Olabamipe Taiwo

Posted on Feb 1

Loss Functions for Beginners

#machinelearning #deeplearning #beginners #tutorial

Loss functions are the quiet engine behind every machine learning model. They serve as the critical feedback loop, translating the abstract concept of error into a value that a computer can minimize. By quantifying the difference between a model’s prediction and the ground truth, the loss function provides the gradient signal that the optimizer uses to update the network's weights.

In essence, if the model architecture is the body of an AI, the data is its fuel, and the loss function is its central nervous system, constantly measuring pain (error) and instructing the model how to move to avoid it. Understanding which loss function to use is often the difference between a model that converges in minutes and one that never learns.

This guide introduces loss functions from first principles, explains the most common ones, and shows how to use them effectively in PyTorch.

The Two Pillars of Machine Learning: Regression vs. Classification

At the base of every machine learning problem, the objectives generally converge into two main classes: Regression and Classification. Having understood this, we can see how the choice of a loss function is not arbitrary; it is a direct consequence of the mathematical nature of your output.
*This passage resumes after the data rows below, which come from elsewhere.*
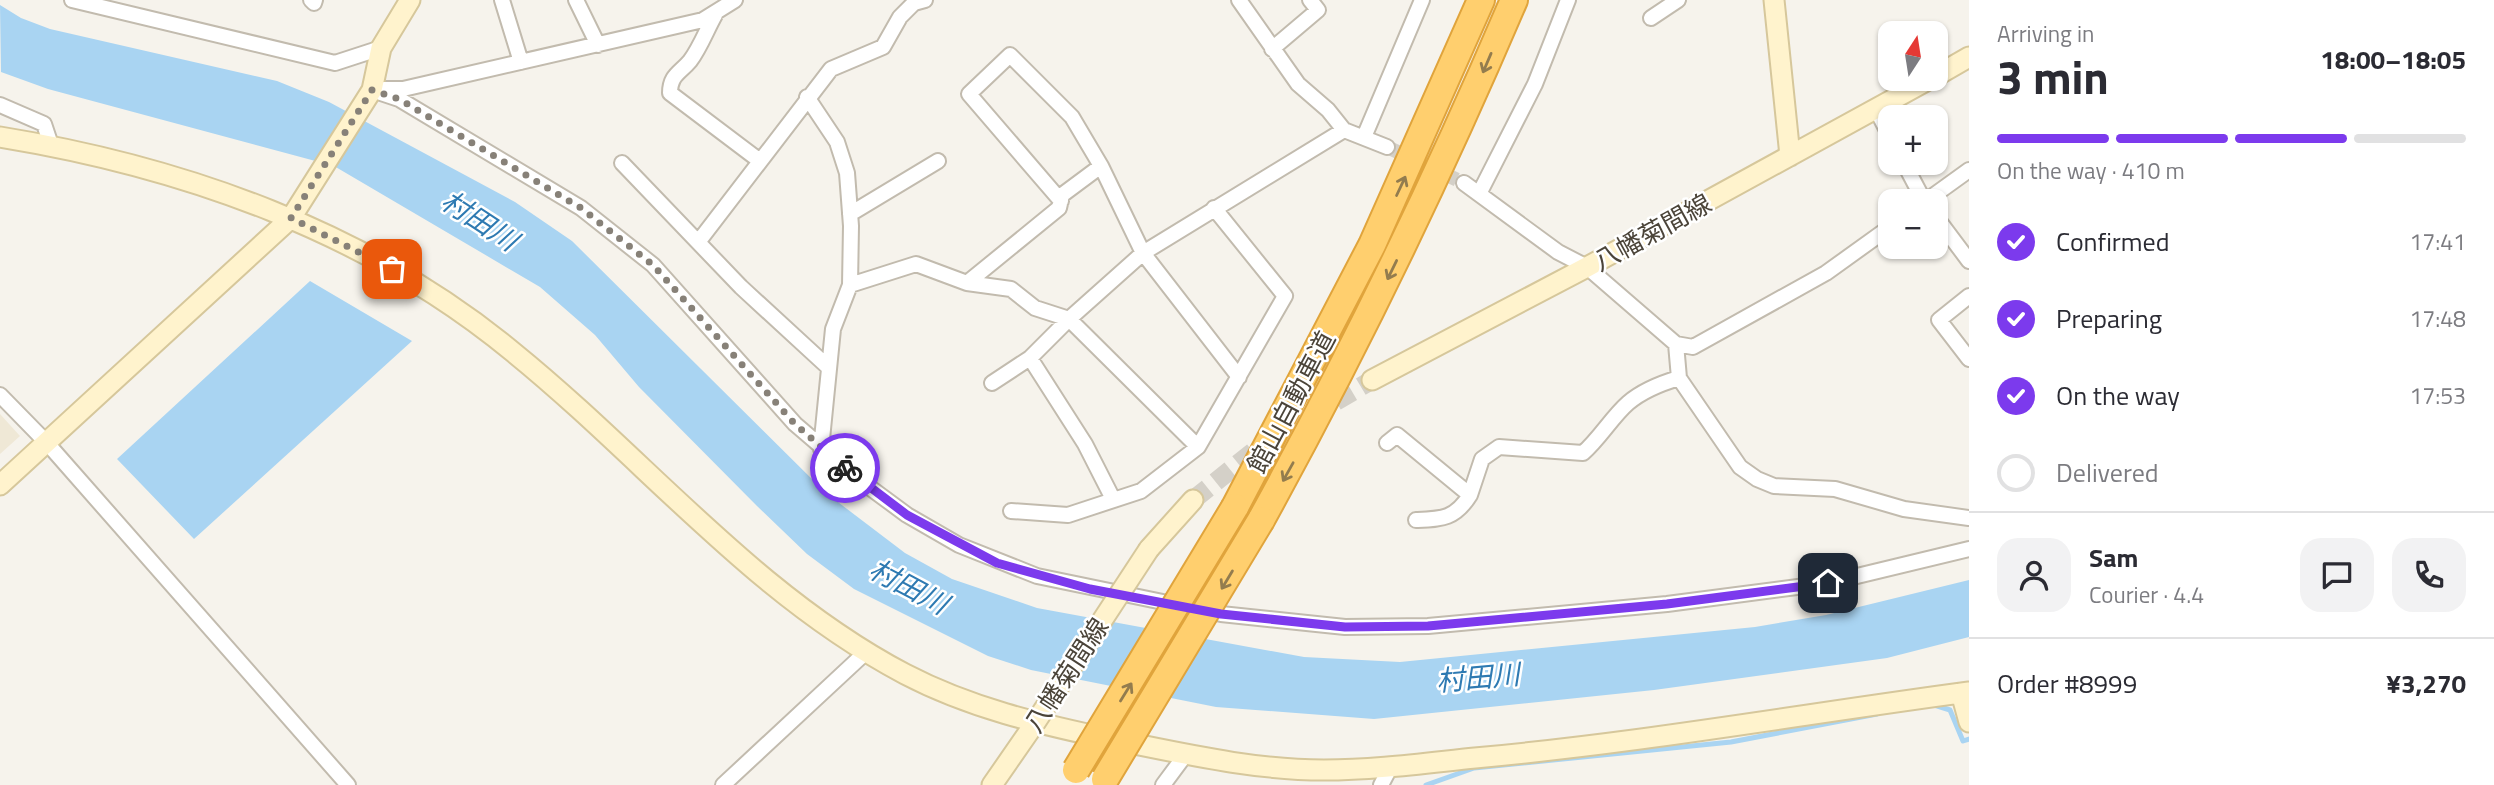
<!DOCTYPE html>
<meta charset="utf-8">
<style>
body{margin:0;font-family:"Titillium Web","Noto Sans JP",sans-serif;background:#f2f2f3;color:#2b2b33;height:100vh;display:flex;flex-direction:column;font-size:26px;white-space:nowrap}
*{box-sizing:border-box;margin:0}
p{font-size:23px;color:#7c7c81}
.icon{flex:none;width:38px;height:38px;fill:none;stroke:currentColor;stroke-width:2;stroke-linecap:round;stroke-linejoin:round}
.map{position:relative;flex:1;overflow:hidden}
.details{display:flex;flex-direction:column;background:#fff;width:525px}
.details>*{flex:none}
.needle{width:46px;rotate:12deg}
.buttons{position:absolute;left:1878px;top:21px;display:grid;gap:14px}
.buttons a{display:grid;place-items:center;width:70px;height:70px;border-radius:14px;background:#fff;box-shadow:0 2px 5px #0004;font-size:35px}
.pin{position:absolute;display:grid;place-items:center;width:60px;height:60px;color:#fff;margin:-30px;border-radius:14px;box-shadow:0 4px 10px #0006}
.courier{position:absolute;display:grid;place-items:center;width:70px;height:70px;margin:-35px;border:5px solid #7c3aed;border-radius:50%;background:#fff;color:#222;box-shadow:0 2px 9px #0007}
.summary em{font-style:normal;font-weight:700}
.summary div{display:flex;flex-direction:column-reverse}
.summary{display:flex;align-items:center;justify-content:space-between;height:119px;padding:0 28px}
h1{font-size:46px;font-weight:700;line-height:52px}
.bar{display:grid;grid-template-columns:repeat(4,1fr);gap:10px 7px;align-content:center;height:84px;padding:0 28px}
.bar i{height:9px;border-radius:5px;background:#e1e1e2}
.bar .current{background:#7c3aed}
.bar p{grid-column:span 4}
.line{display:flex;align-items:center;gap:18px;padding:0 28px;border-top:2px solid #e1e1e2}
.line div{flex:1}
.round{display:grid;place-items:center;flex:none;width:74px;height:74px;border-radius:21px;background:#f2f2f3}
ol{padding:0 28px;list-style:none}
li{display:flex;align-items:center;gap:21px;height:77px}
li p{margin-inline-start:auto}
li .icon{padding:7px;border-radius:50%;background:#7c3aed;color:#fff;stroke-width:4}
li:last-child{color:#7c7c81}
li i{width:38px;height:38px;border:4px solid #e1e1e2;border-radius:50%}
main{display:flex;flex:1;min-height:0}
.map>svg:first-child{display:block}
</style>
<main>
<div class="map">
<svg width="1969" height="785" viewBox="0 0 1969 785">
<rect width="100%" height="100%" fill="#f6f3ec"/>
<path fill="#efe8d6" d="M0 414 20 436 0 454Z"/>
<path fill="#a9d4f2" d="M0 5 21 18 50 29 277 81 329 102 515 202 572 241 826 493 905 553 952 579 1037 608 1304 657 1400 662 1755 627 1826 615 1969 580V637L1887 658 1654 690 1374 719 1216 707 1031 670 988 656 854 589 807 554 757 506 639 387 595 335 540 287 334 166 48 89 1 72Z
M310 281 412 341 194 539 117 459Z"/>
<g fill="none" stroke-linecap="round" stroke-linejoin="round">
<path stroke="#a9d4f2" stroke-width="5" d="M1931 704 1950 710 1963 741 1969 739
M1426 785 1474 768 1731 742 1877 714"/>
<path stroke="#d4d0c8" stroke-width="14" stroke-dasharray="14 7" stroke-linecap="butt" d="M1387 147 1464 183"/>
<path stroke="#d4d0c8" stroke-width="19" stroke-dasharray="19 10" stroke-linecap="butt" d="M1193 500 1259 447 1372 380"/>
<g stroke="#c2bbae" stroke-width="18">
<path id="street" d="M72 0 335 63 381 48
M311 0 314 3 315 0
M502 0 521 62
M576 0 598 45
M1239 0 1298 84 1328 110 1344 130 1387 147
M715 15C707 29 700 48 690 61 680 73 670 75 670 93L760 161
M1651 18 1678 0
M1272 49 1318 10 1310 0
M384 89H403L703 20 735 0
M372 90 399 99 581 208 653 265 795 424 865 484 907 515 959 545 1037 576 1221 614 1345 627 1428 626 1667 604 1828 583 1969 549
M807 97 837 142 847 173 851 226 850 285 833 329 821 449
M0 105 44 124 51 145
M1876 109 1890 136
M1364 137 1422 0
M622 163 741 287 828 367
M1904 163 1924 201
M1464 183 1558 252 1587 267 1676 344 1693 347 1826 273 1890 227
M1480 192 1535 84 1568 0
M1061 201 969 94 1010 55 1072 117 1101 166 1143 253 1239 377
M1926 201 1969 170
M850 214 938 161
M1936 217 1969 261
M699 241 831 69 883 47 900 17 914 3 925 0
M967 283 1059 208 1062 195 1101 166
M850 285 916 264 967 283 1011 289 1035 308 1069 319 1143 253 1344 130
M1969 296 1939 320 1969 359
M1676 344 1679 378 1740 467 1757 479 1774 486 1835 489 1904 509 1969 518
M1030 358 1085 444 1113 499
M992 383 1030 358 1069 319 1198 447
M0 395 47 443 348 785
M1387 443 1397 435 1470 495 1482 459 1499 447 1583 453C1600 438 1612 417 1628 403 1642 391 1662 383 1679 378
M1011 511 1068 515 1141 491 1198 447 1285 296 1214 208
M1416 520C1442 519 1455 519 1470 495
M723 785 866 652
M1163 785 1186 754
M1381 785 1391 766"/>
</g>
<g stroke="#d6c79b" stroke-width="23">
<path id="secondary" d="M1774 0 1790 156
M1936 76 1969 57
M0 137C184 167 368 232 513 352 645 459 753 594 905 674 970 708 1039 724 1110 739 1181 753 1252 770 1324 770 1375 770 1426 763 1475 758 1641 743 1804 714 1969 692
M1372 380 1587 267 1930 79
M0 485 291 218 372 90 381 48 410 0
M1149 549 1193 500
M1961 693 1969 722
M992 785 1035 723"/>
</g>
<g stroke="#e0a43c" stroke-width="30">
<path id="highway" d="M1235 507 1372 245 1481 0
M1261 520C1354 351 1438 178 1514 0"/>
</g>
<use href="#street" stroke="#fff" stroke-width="14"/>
<use href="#secondary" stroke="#fff3cd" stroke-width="19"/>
<use href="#highway" stroke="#ffcf6e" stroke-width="26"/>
<g stroke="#d6c79b" stroke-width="23" stroke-linecap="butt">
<path id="secondary-bridge" d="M1035 723 1149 549"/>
</g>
<g stroke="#e0a43c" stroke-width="30" stroke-linecap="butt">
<path id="highway-bridge" d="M1076 770 1235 507
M1105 779 1261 520"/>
</g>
<use href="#secondary-bridge" stroke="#fff3cd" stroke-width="19"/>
<use href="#highway-bridge" stroke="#ffcf6e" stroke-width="26"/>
</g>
<defs><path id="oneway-shaft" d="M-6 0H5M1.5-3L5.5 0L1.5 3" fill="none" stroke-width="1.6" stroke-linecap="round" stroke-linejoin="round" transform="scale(1.75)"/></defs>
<g stroke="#937c4e">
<use href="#oneway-shaft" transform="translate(1487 63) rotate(113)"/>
<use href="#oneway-shaft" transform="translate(1401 186) rotate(-65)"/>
<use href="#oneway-shaft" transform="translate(1392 270) rotate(116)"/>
<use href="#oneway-shaft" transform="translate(1288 472) rotate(119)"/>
<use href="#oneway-shaft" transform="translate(1227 580) rotate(121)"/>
<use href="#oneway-shaft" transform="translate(1126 692) rotate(-58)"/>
</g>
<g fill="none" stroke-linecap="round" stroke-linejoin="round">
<path stroke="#878178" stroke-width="7" stroke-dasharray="0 12.6" d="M392 269 291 218 372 90 399 99 581 208 653 265 795 424 845 468"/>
<path stroke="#7c3aed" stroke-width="9" d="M845 468 907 515 997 563 1090 589 1221 614 1345 627 1428 626 1667 604 1828 583"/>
</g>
<g text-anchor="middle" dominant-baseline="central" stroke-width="5" stroke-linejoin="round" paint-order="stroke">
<g font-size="26" fill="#4b4439" stroke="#fff">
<text transform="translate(1652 232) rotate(-29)">八幡菊間線</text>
<text transform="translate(1291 402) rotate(-62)">館山自動車道</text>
<text transform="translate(1066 675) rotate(-57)">八幡菊間線</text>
</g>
<g font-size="28" font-style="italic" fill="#2e7ab2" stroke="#fff">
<text transform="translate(480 220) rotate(33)">村田川</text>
<text transform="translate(909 586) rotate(28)">村田川</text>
<text transform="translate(1478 677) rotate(-5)">村田川</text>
</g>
</g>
</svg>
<div class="buttons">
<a><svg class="needle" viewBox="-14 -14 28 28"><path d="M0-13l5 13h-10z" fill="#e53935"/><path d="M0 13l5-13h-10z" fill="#7c7c81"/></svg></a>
<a>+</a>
<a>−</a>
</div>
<div class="pin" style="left:392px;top:269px;background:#ea580c"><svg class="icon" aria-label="bag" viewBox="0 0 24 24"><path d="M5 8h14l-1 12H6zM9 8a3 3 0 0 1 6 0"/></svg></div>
<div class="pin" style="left:1828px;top:583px;background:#1f2937"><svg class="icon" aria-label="home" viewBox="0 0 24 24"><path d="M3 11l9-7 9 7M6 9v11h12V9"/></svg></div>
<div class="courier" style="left:845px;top:468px"><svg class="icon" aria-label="bike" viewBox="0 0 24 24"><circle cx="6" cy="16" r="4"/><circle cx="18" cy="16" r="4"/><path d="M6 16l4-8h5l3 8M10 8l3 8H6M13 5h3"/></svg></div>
</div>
<section class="details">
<div class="summary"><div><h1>3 min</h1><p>Arriving in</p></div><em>18:00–18:05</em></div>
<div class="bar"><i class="current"></i><i class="current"></i><i class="current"></i><i></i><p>On the way · 410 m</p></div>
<ol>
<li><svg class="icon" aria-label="check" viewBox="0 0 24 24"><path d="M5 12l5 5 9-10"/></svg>Confirmed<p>17:41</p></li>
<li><svg class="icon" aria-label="check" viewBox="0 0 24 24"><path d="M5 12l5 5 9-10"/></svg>Preparing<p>17:48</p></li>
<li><svg class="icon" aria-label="check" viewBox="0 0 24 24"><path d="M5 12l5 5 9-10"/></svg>On the way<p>17:53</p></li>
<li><i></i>Delivered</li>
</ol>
<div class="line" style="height:126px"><a class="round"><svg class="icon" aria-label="person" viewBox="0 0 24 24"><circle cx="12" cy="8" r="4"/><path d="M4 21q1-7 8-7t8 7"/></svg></a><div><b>Sam</b><p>Courier · 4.4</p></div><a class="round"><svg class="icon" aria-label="chat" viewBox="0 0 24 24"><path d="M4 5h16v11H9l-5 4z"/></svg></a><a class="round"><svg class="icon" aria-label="phone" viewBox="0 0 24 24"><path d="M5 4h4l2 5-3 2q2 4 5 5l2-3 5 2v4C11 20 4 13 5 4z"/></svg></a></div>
<div class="line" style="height:91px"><div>Order #8999</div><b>¥3,270</b></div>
</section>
</main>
Once we understand whether our task is predicting continuous values (regression) or discrete categories (classification), the landscape of loss functions becomes far easier to navigate. Every loss function in PyTorch is essentially a specialized tool built on top of these two pillars.

With that foundation in place, we can now explore how this split shapes the design of loss functions in PyTorch and how different tasks extend these two core ideas into more advanced forms, such as multi‑label classification, segmentation, and detection.

Regression Losses (Continuous Outputs)

Regression problems involve predicting continuous numerical values such as house prices, a person’s age, tomorrow’s temperature, or even pixel intensities in an image. In these tasks, the “error” is simply the distance between two points on a number line: the true value and the predicted value.

As a result, regression loss functions are fundamentally distance‑based. They quantify how far predictions deviate from targets and penalize larger deviations more heavily (or more gently), depending on the specific loss function.

Common PyTorch Regression Losses

MSELoss: penalizes squared error
L1Loss (MAE): penalizes absolute error

All these losses share one goal: They measure the distance between predicted and true values.

Mean Squared Error (MSE)

Mean Squared Error (MSE) is the most widely used loss function for regression. It measures the average of the squared differences between predicted and actual values.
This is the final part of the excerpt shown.